Exercise: Answer with a bare number: the count of lines in the records below that have the word "direction".

Saved data entries:
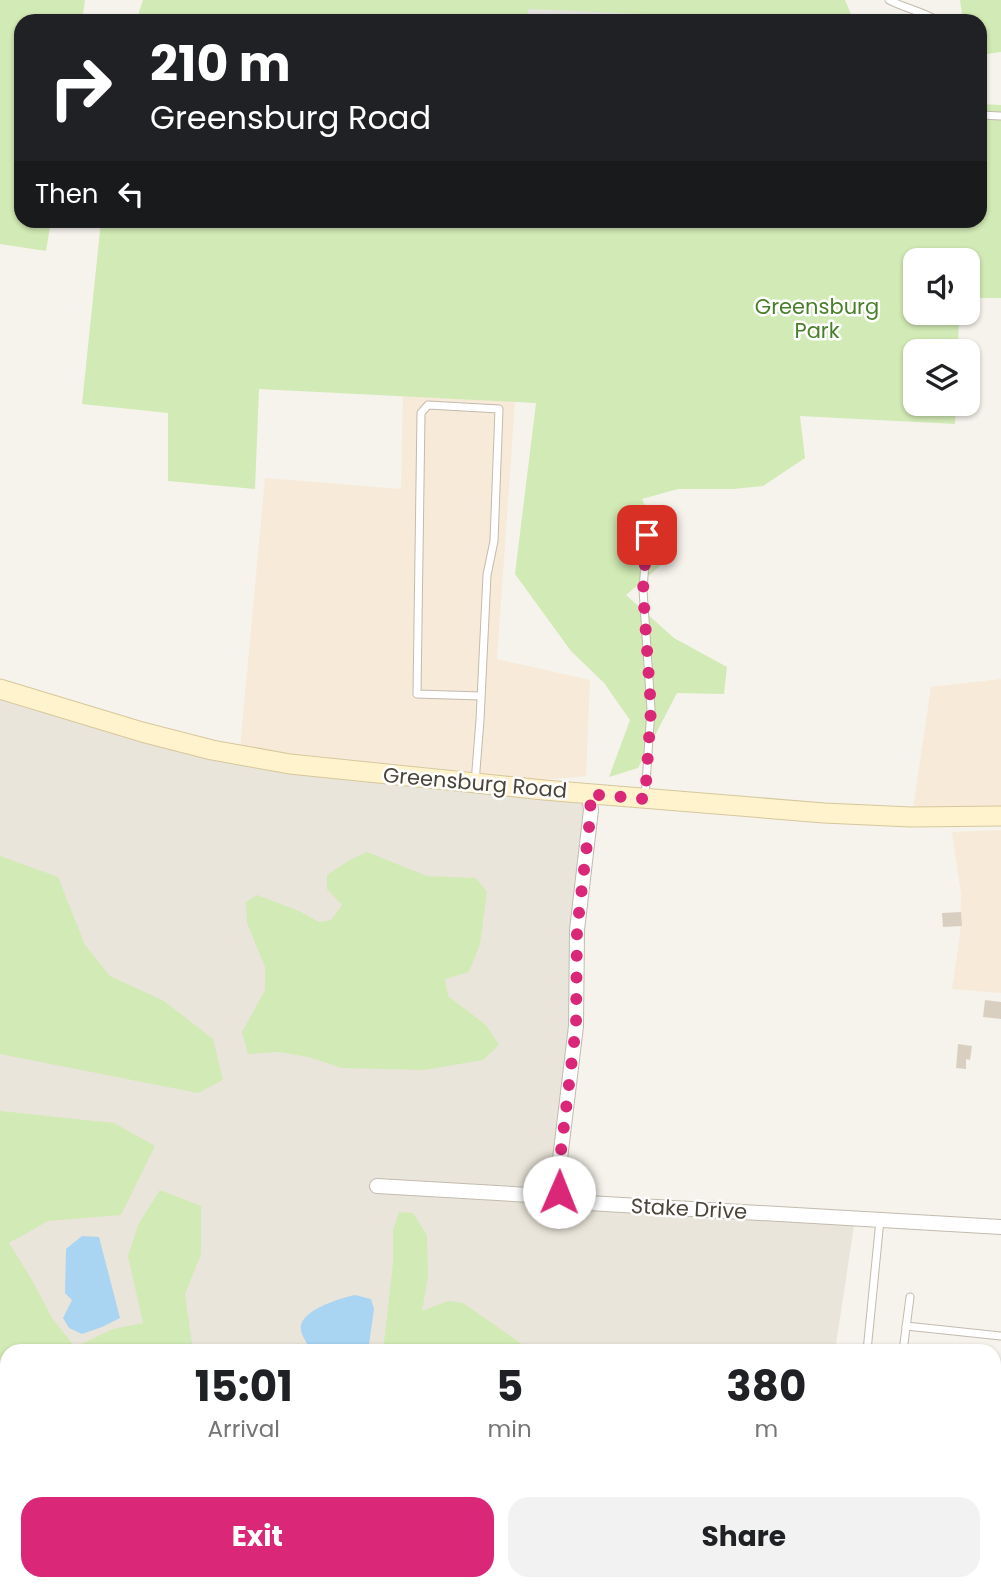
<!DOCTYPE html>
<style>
:root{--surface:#fff;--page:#f2f2f2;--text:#202124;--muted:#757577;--accent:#db2777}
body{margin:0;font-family:Poppins,sans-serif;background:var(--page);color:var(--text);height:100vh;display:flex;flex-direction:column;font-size:26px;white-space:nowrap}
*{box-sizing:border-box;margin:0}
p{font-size:23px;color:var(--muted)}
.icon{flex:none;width:38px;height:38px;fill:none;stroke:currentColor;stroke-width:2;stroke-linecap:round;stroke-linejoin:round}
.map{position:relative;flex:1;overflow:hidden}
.side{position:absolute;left:0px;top:1344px;width:1001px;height:247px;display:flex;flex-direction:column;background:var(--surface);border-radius:21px 21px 0 0;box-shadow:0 2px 5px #0004}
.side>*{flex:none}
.guide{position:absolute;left:14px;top:14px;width:973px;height:214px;border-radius:21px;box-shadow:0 2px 5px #0004;background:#202124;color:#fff;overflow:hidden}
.tools{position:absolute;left:903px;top:248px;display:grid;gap:14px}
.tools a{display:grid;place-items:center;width:77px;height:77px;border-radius:14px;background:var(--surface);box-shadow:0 2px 5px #0004;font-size:35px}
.pin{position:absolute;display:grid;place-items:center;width:60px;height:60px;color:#fff;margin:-30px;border-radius:14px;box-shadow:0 4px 10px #0006}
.me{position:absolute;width:77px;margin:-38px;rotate:1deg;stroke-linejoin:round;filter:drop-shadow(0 0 5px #0008)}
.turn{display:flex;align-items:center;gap:24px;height:147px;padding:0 21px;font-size:32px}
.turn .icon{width:91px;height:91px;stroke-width:2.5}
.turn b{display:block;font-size:49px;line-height:60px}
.then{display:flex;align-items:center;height:66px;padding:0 21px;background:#0003;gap:14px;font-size:26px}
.eta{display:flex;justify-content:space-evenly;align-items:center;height:119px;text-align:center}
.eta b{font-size:42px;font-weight:700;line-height:49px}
.button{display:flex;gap:14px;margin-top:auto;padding:14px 21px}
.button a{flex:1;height:80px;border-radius:21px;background:var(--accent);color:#fff;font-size:28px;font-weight:700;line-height:80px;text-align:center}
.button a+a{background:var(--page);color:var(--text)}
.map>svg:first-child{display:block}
.residential{fill:#eae5da}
.commercial{fill:#f7ead8}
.green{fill:#d2eab5}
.parking{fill:#e5e3e0}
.water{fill:#a9d4f2}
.building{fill:#d8cfc1}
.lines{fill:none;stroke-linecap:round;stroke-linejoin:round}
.service-casing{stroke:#c2bbae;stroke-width:9}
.minor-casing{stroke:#c2bbae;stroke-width:16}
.secondary-casing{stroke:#d6c79b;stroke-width:21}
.primary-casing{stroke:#e6c16a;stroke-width:23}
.service{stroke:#fff;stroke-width:7}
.minor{stroke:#fff;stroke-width:14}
.secondary{stroke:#fff3cd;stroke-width:19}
.primary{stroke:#ffe39c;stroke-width:21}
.route{stroke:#db2777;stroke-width:12;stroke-dasharray:0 21.6}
.labels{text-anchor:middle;stroke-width:5;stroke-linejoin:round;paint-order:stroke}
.park-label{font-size:21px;fill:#4a7f2a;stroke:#fff}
.street-label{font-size:21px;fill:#4b4439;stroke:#fff}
</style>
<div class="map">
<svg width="1001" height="1590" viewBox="0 0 1001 1590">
<rect width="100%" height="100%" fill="#f6f3ec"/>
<!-- residential -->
<polygon class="residential" points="0,688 212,750 589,794 565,1110 564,1197 855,1219 835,1351 7,1351 7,1584 987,1584 986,1590 0,1590"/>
<!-- commercial -->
<g class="commercial">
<polygon points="403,396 515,402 497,659 590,680 586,776 542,780 240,748 265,478 401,489"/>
<polygon points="1001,679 1001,813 913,809 931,687"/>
<polygon points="1001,830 1001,993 952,989 960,935 961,894 952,832"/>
<polygon points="994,1377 1001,1378 1001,1441 994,1491"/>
</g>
<!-- green -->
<g class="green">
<polygon points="0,0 85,0 82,21 21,21 21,220 51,221 46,251 0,244"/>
<polygon points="143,0 845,0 854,21 136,21"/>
<polygon points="960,0 1001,0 1001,52 980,55 980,21 963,21"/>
<polygon points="980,104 1001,105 1001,298 968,298 968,261 915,261 915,313 959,313 958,352 915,352 915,404 956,404 955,424 800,416 805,458 763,486 733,489 678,489 642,499 657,530 670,539 660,566 626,595 674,638 727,667 724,694 677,693 638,768 609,777 630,720 604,683 571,651 515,574 536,403 259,389 255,489 168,481 168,413 82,404 101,221 980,220"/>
<polygon points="367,852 427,876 476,878 487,892 480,944 469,972 445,979 448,996 486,1025 499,1045 483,1060 424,1070 342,1068 308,1057 279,1052 248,1054 242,1032 265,990 265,967 247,923 246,902 257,895 299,911 319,922 331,920 342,905 327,889 327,875 348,861"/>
<polygon points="0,856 58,877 85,945 110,976 164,1001 213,1039 223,1080 198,1093 0,1054"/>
<polygon points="0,1111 114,1123 155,1146 121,1215 48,1221 9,1243 32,1280 52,1318 75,1347 113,1329 143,1323 128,1256 139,1223 160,1190 201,1206 201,1254 185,1294 193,1351 7,1351 7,1584 171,1584 175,1590 0,1590"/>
<polygon points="399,1212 413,1213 427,1235 428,1277 422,1311 448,1301 463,1303 526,1347 526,1351 383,1351 393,1263 393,1230"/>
<polygon points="411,1584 490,1584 489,1590 410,1590"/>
</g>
<!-- parking -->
<polygon class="parking" points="528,9 716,17 716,21 528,21"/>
<!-- water -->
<g class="water">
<polygon points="82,1236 99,1237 120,1318 102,1327 82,1334 69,1328 63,1318 72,1300 65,1293 66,1249"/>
<path d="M355,1295L371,1299L374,1309L368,1351H311C308,1344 302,1337 301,1330C297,1311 341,1298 355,1295Z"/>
</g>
<!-- building -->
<g class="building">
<polygon points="961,912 962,926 943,927 942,913"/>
<polygon points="985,1000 1001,1002 1001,1019 983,1017"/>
<polygon points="958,1044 972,1046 970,1060 966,1059 966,1069 956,1068"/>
</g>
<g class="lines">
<defs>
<g id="service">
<path d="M889,0C906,9 923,11 938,21"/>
<polyline points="980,115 1001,116"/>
<polyline points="475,783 480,720 487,575 494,541 499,409 428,405 421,413 417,694 481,696"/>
<polyline points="645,798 651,709 643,590 647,535"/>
<polyline points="906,1326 1001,1336"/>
<polyline points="867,1351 880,1220"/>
<polyline points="903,1351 910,1297"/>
</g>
<g id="minor">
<polyline points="377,1186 564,1197 571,1202 1001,1227"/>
<polyline points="564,1197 557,1184 576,1026 577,930 591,810 589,794"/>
</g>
<polyline id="secondary" points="0,689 142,732 212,750 290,764 544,790 824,813 911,817 1001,816"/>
<g id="primary">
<polyline points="994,1533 1001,1481"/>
<polyline points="986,1590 987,1584"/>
</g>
</defs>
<!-- service casing -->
<use href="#service" class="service-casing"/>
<!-- minor casing -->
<use href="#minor" class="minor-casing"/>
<!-- secondary casing -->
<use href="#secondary" class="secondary-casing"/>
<!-- primary casing -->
<use href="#primary" class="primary-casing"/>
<!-- service -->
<use href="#service" class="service"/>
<!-- minor -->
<use href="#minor" class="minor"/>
<!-- secondary -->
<use href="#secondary" class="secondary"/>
<!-- primary -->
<use href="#primary" class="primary"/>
</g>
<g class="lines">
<!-- route -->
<polyline class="route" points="559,1192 557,1184 576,1026 577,930 591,810 589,794 645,799 651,709 643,590 647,535"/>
</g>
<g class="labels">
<!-- park labels -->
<g class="park-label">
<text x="817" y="314">Greensburg<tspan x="817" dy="24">Park</tspan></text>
</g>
<!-- street labels -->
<g class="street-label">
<text transform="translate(475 783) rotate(5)" y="7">Greensburg Road</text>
<text transform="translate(689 1209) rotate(3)" y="7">Stake Drive</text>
</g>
</g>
</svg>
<div class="tools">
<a><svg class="icon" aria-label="sound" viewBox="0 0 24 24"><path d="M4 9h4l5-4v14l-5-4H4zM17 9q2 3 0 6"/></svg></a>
<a><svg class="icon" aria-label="layers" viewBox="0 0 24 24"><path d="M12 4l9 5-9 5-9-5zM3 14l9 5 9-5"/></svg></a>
</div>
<div class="pin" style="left:647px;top:535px;background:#d93025"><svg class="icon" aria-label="arrive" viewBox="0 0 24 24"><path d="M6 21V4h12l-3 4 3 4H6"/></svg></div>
<svg class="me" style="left:559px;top:1192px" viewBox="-20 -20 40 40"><circle r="19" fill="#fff"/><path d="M0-13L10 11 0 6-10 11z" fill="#db2777"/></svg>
<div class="guide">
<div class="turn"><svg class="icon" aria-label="right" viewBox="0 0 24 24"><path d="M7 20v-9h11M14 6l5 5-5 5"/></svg><div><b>210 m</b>Greensburg Road</div></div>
<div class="then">Then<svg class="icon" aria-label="left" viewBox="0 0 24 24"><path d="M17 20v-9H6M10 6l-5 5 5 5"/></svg></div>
</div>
<section class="side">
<div class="eta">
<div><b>15:01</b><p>Arrival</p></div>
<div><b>5</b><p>min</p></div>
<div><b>380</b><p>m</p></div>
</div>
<div class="button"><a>Exit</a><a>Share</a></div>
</section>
</div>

Output below: 2